### Excerpted data

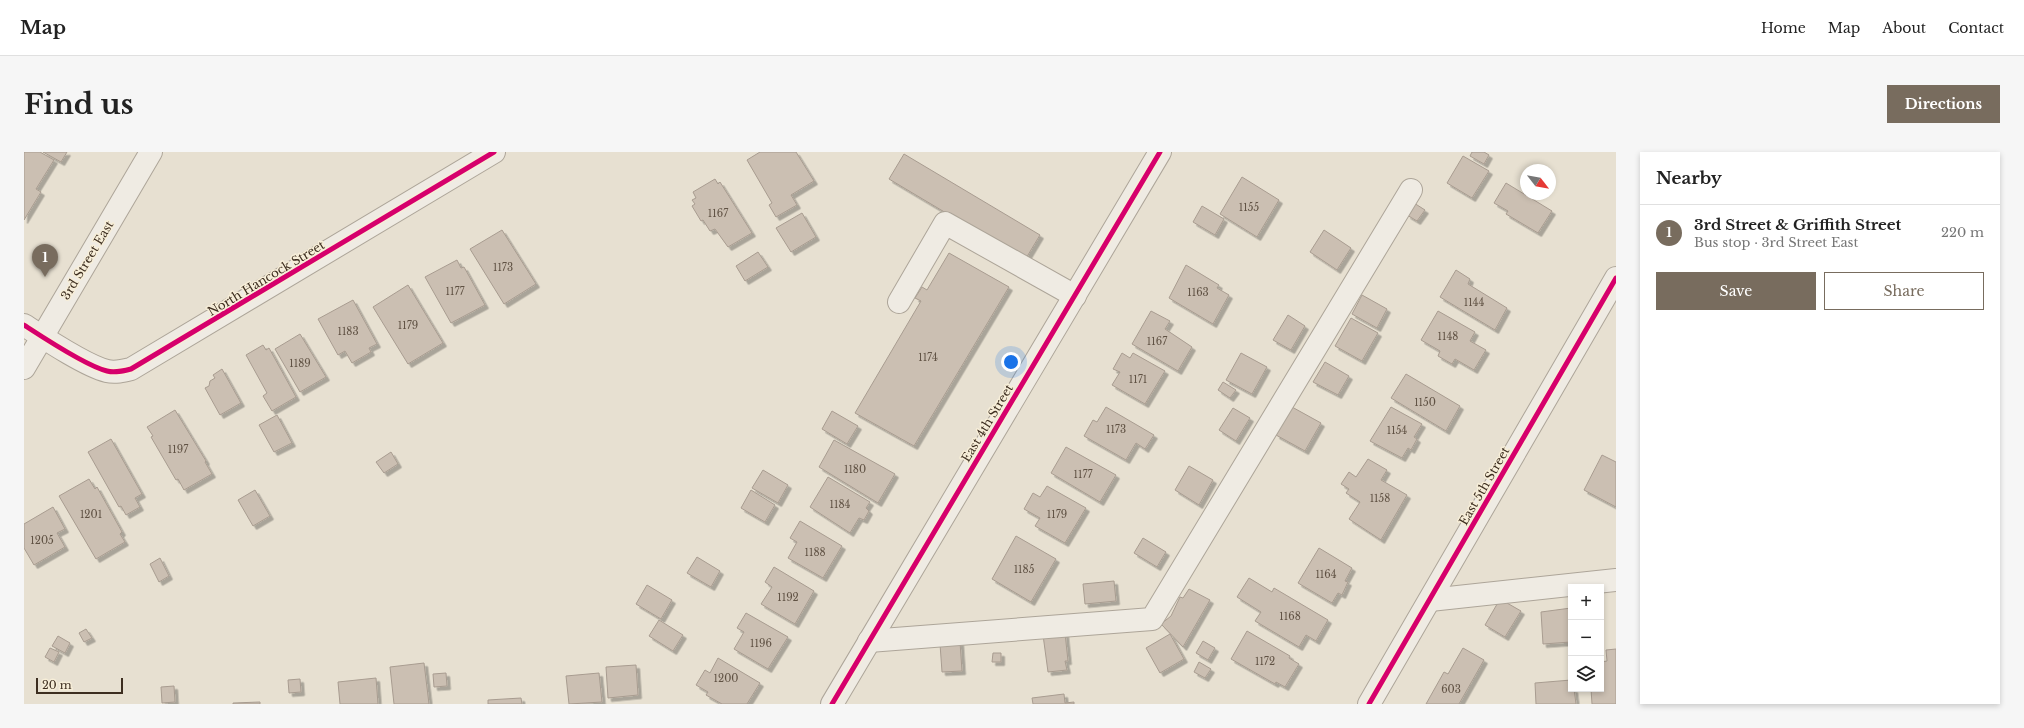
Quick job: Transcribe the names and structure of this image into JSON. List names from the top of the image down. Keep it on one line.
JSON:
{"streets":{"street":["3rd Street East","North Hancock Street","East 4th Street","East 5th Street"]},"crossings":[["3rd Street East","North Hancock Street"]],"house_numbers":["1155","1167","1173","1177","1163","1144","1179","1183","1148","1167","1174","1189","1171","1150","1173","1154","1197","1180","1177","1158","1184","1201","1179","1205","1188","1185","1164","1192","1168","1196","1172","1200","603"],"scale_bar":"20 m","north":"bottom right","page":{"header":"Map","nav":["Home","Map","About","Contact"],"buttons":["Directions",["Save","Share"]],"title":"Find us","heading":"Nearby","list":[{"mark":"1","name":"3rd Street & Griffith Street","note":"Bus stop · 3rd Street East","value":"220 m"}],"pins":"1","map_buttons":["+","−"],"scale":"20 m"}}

* * *

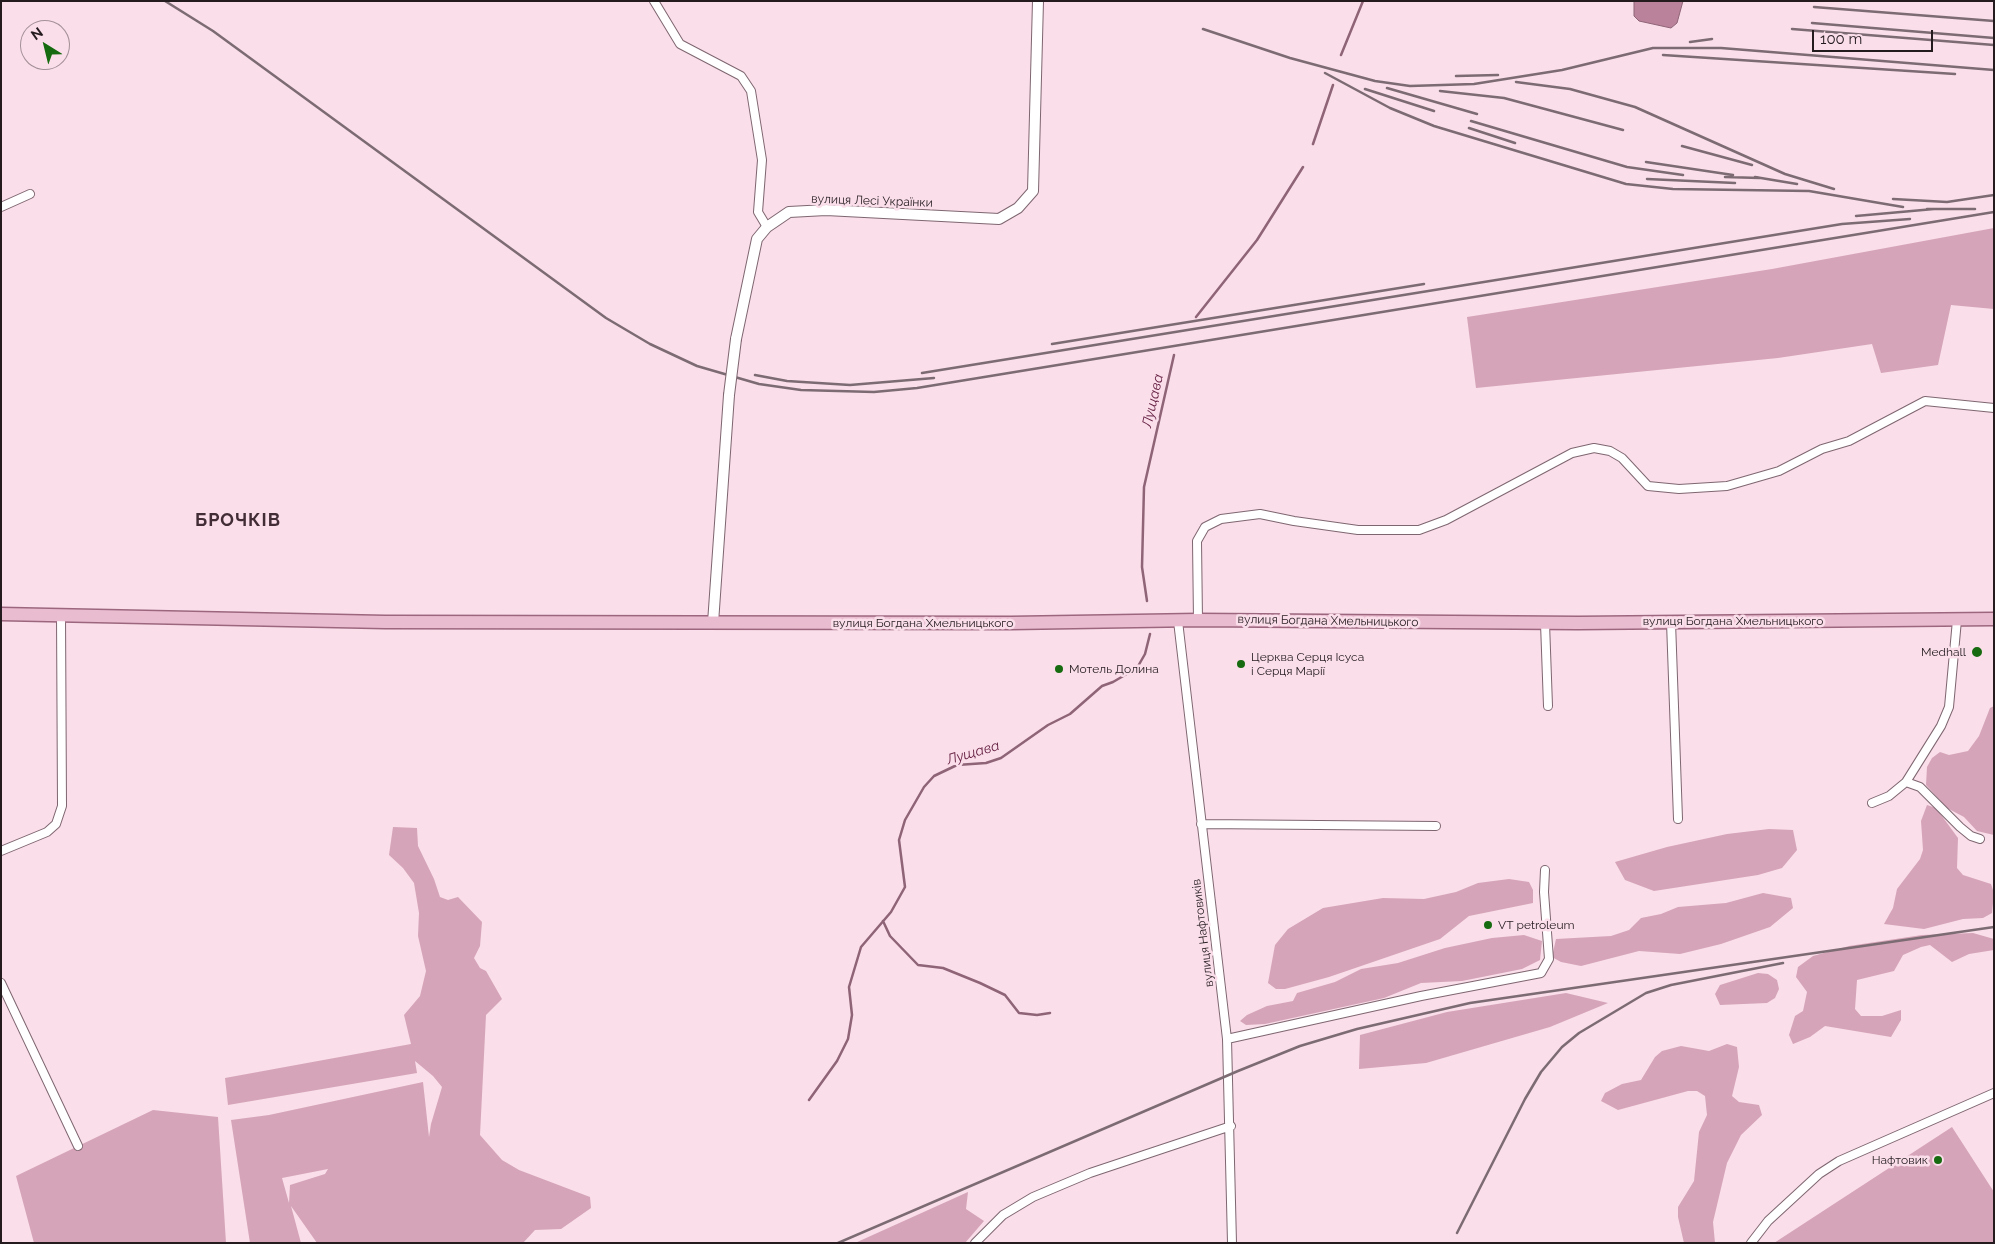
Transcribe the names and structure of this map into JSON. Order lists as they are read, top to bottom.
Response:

### Try it
Look through the entries above and say how many lines hold the word "Transcribe", giving the number alone.

### Finished task
2